- EXERCISE: If a line in the records below contains the word "canvas", copy it.

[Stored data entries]
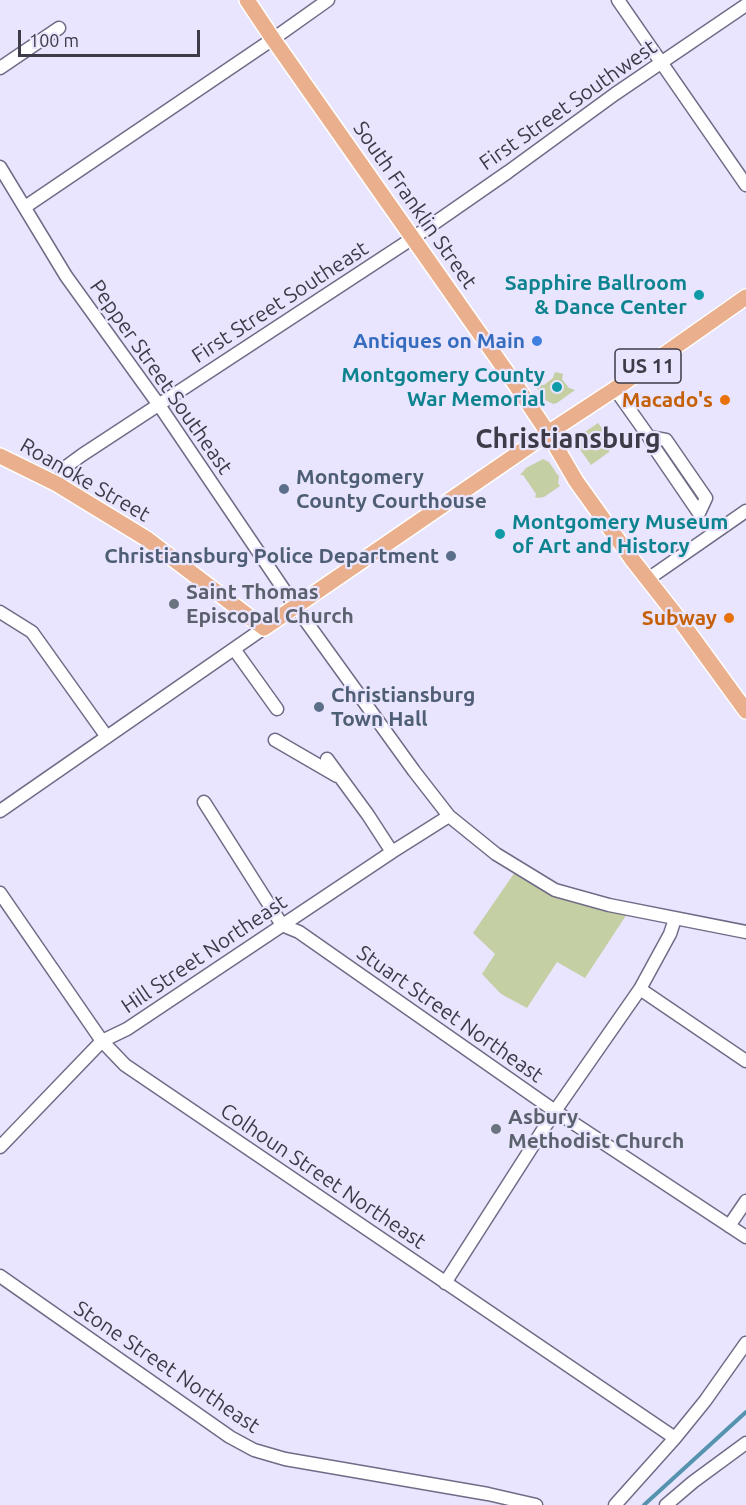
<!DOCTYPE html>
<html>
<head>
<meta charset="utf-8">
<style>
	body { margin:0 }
	#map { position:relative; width:746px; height:1505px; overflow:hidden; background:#e9e5fe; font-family:Ubuntu,sans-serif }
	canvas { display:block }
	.scale { position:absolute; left:18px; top:30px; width:182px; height:27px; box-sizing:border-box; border:3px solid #3d3b47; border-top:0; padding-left:8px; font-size:18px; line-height:21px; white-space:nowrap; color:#3d3b47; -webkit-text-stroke:4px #e9e5fe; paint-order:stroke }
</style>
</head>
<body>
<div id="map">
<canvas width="746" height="1505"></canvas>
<div class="scale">100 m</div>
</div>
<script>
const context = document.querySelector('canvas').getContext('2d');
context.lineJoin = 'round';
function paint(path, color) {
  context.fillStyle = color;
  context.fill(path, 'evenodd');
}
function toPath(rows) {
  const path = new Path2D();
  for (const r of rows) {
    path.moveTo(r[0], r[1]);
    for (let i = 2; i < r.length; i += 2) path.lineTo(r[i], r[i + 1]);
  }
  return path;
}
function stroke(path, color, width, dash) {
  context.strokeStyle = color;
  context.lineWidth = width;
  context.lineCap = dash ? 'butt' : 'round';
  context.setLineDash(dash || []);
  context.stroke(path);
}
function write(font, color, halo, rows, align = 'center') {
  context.font = font + ' Ubuntu,sans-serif';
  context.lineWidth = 4.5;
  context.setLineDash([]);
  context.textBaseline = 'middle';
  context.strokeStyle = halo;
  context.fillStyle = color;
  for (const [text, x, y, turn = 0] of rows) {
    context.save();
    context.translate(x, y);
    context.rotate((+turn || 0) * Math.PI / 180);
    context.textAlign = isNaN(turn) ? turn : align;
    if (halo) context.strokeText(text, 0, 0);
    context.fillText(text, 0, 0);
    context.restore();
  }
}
const green = toPath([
	[556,372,563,374,562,379,569,388,575,390,557,403,553,404,545,400,536,387,538,384,544,385,553,378,554,374],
	[598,423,610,439,611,446,609,452,591,465,579,448,577,442,582,434],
	[543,459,549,462,557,474,559,476,558,483,560,486,544,497,538,498,535,497,536,494,523,475,520,475,526,468],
	[515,872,556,897,601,909,627,914,585,978,557,962,527,1008,501,994,482,974,495,954,473,933]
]);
const stream = toPath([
	[644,1505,746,1412]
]);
const minor = toPath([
	[618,0,746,185],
	[0,68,59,28],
	[0,167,66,276,159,405,295,606,414,771,449,816,496,854,555,890,609,905,746,932],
	[25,207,273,39,328,0],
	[615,389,649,437,666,440,706,498,699,513],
	[649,437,656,450,699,513],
	[57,484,67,466,82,455,413,238,508,172,615,94,746,5],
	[648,579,746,511],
	[0,612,32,632,107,737],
	[234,649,277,709],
	[275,740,337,776],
	[327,759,368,815,392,852],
	[204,802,282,925,299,932,555,1111,746,1237],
	[0,811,264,628],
	[0,893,102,1041,125,1065,675,1438],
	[640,989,746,1061],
	[0,1147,102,1041,127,1029,392,852,449,816],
	[729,1226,746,1201],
	[0,1276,230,1437,254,1450,285,1459,488,1494,536,1505],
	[445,1283,555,1111,640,989,670,934,675,919],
	[615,1505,675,1438,705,1401,746,1343],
	[666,1505,693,1482,746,1443]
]);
const major = toPath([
	[247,0,273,39,520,391,548,433,576,481,631,558,682,623,746,711],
	[0,456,57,484,147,539,264,628,548,433,615,389,746,297]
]);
const markers = [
	[699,295,6,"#0f9aa8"],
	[537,341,6,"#3f7fe0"],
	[557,387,6,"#0f9aa8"],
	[725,400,6,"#e8710a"],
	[284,489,6,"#5c6f8a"],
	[500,534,6,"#0f9aa8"],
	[451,556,6,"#5c6f8a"],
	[174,604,6,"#6b7280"],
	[729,618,6,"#e8710a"],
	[319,707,6,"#5c6f8a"],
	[496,1129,6,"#6b7280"]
];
const shields = [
	[648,366,66]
];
const shieldNames = [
	["US 11",648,366]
];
const streetNames = [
	["First Street Southwest",568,105,-35],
	["South Franklin Street",415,205,55],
	["First Street Southeast",280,302,-33],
	["Pepper Street Southeast",161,377,55],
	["Roanoke Street",85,480,30],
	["Hill Street Northeast",204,954,-34],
	["Stuart Street Northeast",450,1014,35],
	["Colhoun Street Northeast",323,1176,34],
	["Stone Street Northeast",167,1367,34]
];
const cultureNames = [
	["Sapphire Ballroom",687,283],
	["& Dance Center",687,307],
	["Montgomery County",545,375],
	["War Memorial",545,399],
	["Montgomery Museum",512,522,"left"],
	["of Art and History",512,546,"left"]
];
const shopNames = [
	["Antiques on Main",525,341]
];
const foodNames = [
	["Macado's",713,400],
	["Subway",717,618]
];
const serviceNames = [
	["Montgomery",296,477],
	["County Courthouse",296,501],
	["Christiansburg Police Department",439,556,"right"],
	["Christiansburg",331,695],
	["Town Hall",331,719]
];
const worshipNames = [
	["Saint Thomas",186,592],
	["Episcopal Church",186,616],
	["Asbury",508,1117],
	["Methodist Church",508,1141]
];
const districtNames = [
	["Christiansburg",568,439]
];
paint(green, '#c4cfa3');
stroke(stream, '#5593af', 4);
stroke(minor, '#706b86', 15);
stroke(major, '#fff', 18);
stroke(minor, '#fff', 12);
stroke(major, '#eaaf8c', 15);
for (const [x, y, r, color] of markers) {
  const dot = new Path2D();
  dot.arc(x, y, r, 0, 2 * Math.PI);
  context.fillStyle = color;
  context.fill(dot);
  stroke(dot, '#e9e5fe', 2);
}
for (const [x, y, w] of shields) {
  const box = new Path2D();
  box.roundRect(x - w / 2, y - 17, w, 34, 4.5);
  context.fillStyle = '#e9e5fe';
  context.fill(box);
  stroke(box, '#3d3b47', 1.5);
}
write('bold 20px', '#3d3b47', null, shieldNames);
write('21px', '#3d3b47', '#e9e5fe', streetNames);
write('bold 21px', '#0d838f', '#e9e5fe', cultureNames, 'right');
write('bold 21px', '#366cbe', '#e9e5fe', shopNames, 'right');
write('bold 21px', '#c56008', '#e9e5fe', foodNames, 'right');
write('bold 21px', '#4e5e75', '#e9e5fe', serviceNames, 'left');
write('bold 21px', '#5b616d', '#e9e5fe', worshipNames, 'left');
write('bold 27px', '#3d3b47', '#e9e5fe', districtNames);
</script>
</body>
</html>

- ANSWER FOR THE TASK:
	canvas { display:block }
<canvas width="746" height="1505"></canvas>
const context = document.querySelector('canvas').getContext('2d');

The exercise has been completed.